Friday, January 24, 2020

Darwin and the Nazi Holocaust

April 19 is Yom Ha-Shoah, Holocaust Remembrance Day. In order to honor the day and to remember the dead, it is proper to reflect upon how the genocide against the six million Jews of Europe happened and why. The answers to this question are obviously complex and varied but the question must nevertheless be asked continuously and not a stone must be left unturned in the quest for understanding. Only in this way can we insure that it never happens again.

The influence of Charles Darwin’s Theory of Evolution on the Nazi movement and the Nazi way of thinking must be considered as part of the mix of ideas that made up the Nazi core. Darwin’s theory, in its essence, is a theory of breeding, what Darwin called “natural selection.” The word “species” is Latin for race and Darwin used the words species and race interchangeably in his writings. Darwin’s work was infused with the idea of impending doom for the human “species” unless the evolutionary process was advanced. Darwin wrote of the survival of the fittest and he viewed this as a natural process in which the superior, or the more evolved members of the human species would advance while the so-called inferior members would naturally die off or be annihilated. Darwin was heavily influenced by the scarcity theories of Thomas Malthus, the world’s first advocate of population control as a means to save mankind.

The belief in biological evolution formed the core of Nazi thinking. They believed that the Aryan race, a mythic conception that they derived partially from the theosophy of Madame Helena Petrova Blavatsky, was a more evolved species or, to use the vernacular, a superior race. They believed that if the Aryan were properly bred, and if the blood of inferior races were bred out of the potential Aryan population, than a new and more evolved species would emerge, what they called the Ubermench, or the Superman. The Ubermench, bred from the blood of German Nordic stock, would be blond, with blue eyes, would possess a perfect physique, would live up to two centuries, and would possess cosmic consciousness.

Like Darwin, and like many of his followers, the Nazis believed in the concept of scarcity and that time was running out to save mankind. They believed that the best way forward was to evolve a better species of human beings. They believed it was their moral duty to isolate and to cull the populations of lesser species as they defined the term. Ironically, they did not believe that the Jews were an inferior species but rather they considered the Jews to be a highly evolved species that posed as a lethal threat to the supremacy of the Aryan species. Thus, they reasoned, in order for the Aryans to lead mankind toward the more evolved and perfected stage of biological human development, the Ubermenchen, the Jews had to be annihilated.

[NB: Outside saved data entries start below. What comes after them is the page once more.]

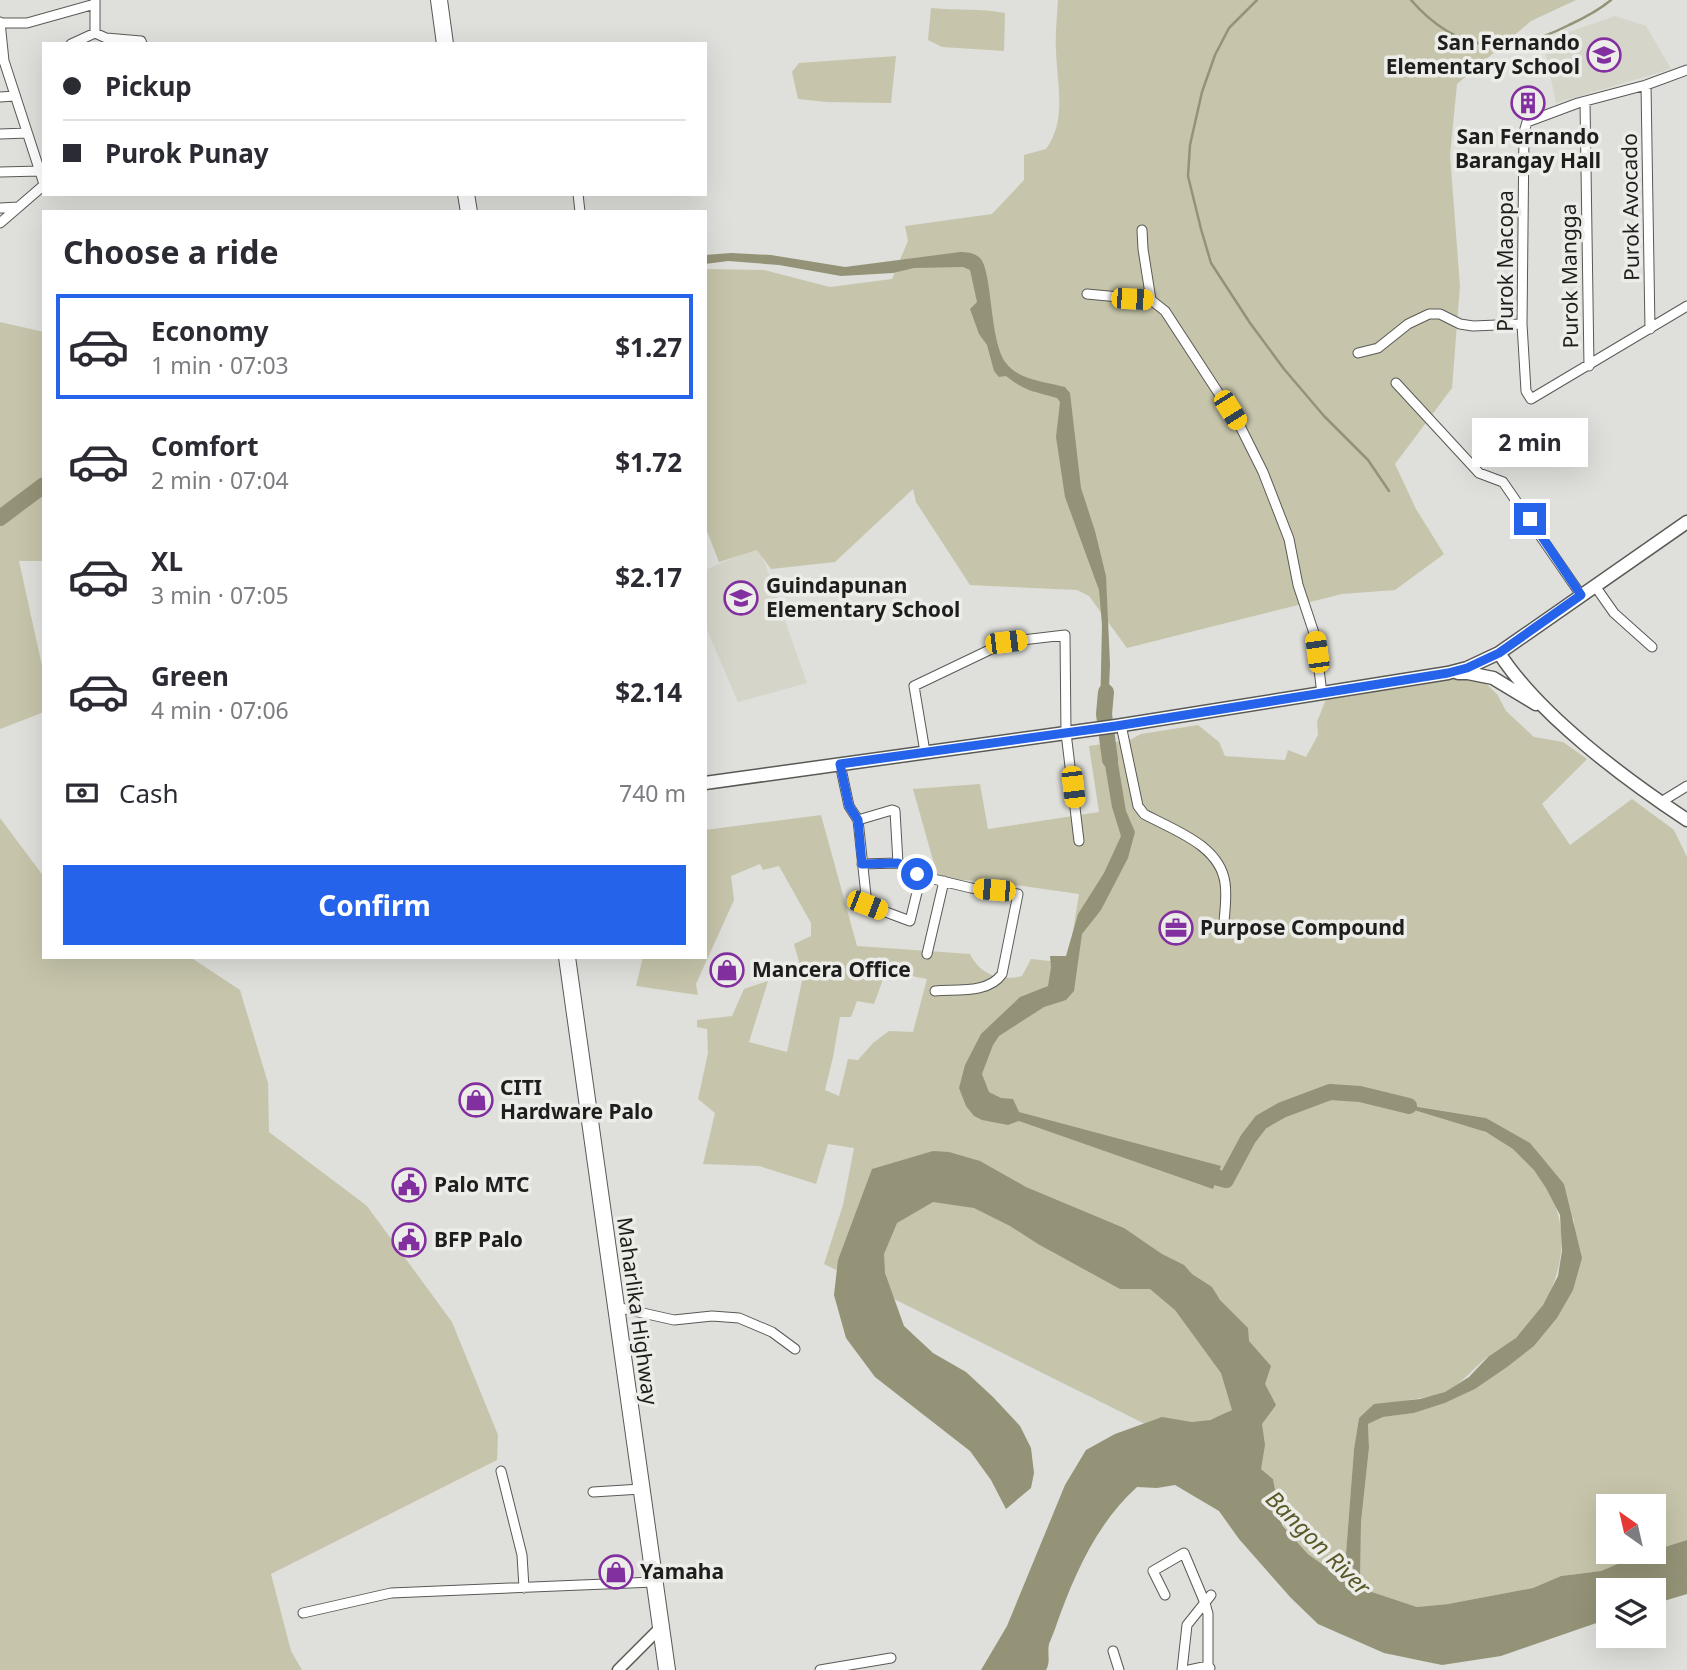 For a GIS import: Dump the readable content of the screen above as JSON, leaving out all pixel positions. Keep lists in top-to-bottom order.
{
  "streets": {
    "highway": ["Maharlika Highway"],
    "street": ["Purok Avocado", "Purok Macopa", "Purok Mangga"]
  },
  "crossings": [
    ["Purok Macopa", "Purok Mangga"]
  ],
  "water": ["Bangon River"],
  "places": {
    "school or university": ["San Fernando Elementary School", "Guindapunan Elementary School"],
    "building": ["San Fernando Barangay Hall"],
    "office": ["Purpose Compound"],
    "shop": ["Mancera Office", "CITI Hardware Palo", "Yamaha"],
    "public building": ["Palo MTC", "BFP Palo"]
  },
  "north": "top left",
  "page": {
    "banner": ["Pickup", "Purok Punay"],
    "heading": "Choose a ride",
    "list": [
      {
        "name": "Economy",
        "note": "1 min · 07:03",
        "value": "$1.27"
      },
      {
        "name": "Comfort",
        "note": "2 min · 07:04",
        "value": "$1.72"
      },
      {
        "name": "XL",
        "note": "3 min · 07:05",
        "value": "$2.17"
      },
      {
        "name": "Green",
        "note": "4 min · 07:06",
        "value": "$2.14"
      }
    ],
    "bubble": "2 min",
    "pay": ["Cash", "740 m"],
    "buttons": "Confirm"
  }
}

From a Darwinian perspective, the Nazi theory actually made sense. Unlike the Judeo-Christian concept, which holds that all men and women are created in the image of God, and are therefore created equal, the Nazis, deriving their idea from the scientific notions of the theory of evolution, believed that men and women were born un-equal and in different stages of the evolutionary cycle. Thus, to the Nazis, the German was more evolved than the non-German and was therefore more fit to survive. 

Darwin captured the essence of the Nazi outlook in the following quote from his second book The Descent of Man:

At some future period not very distant as measured by centuries, the civilized races of man will almost certainly exterminate, and replace the savage races throughout the world. At the same time, the anthropomorphous apes…will no doubt be exterminated. The break between man and his nearest allies will then be wider, for it will intervene between man in a more civilized state, as we may hope, even then the Caucasian, and some ape as low as the baboon, instead of as now between the negro or Australian and the gorilla.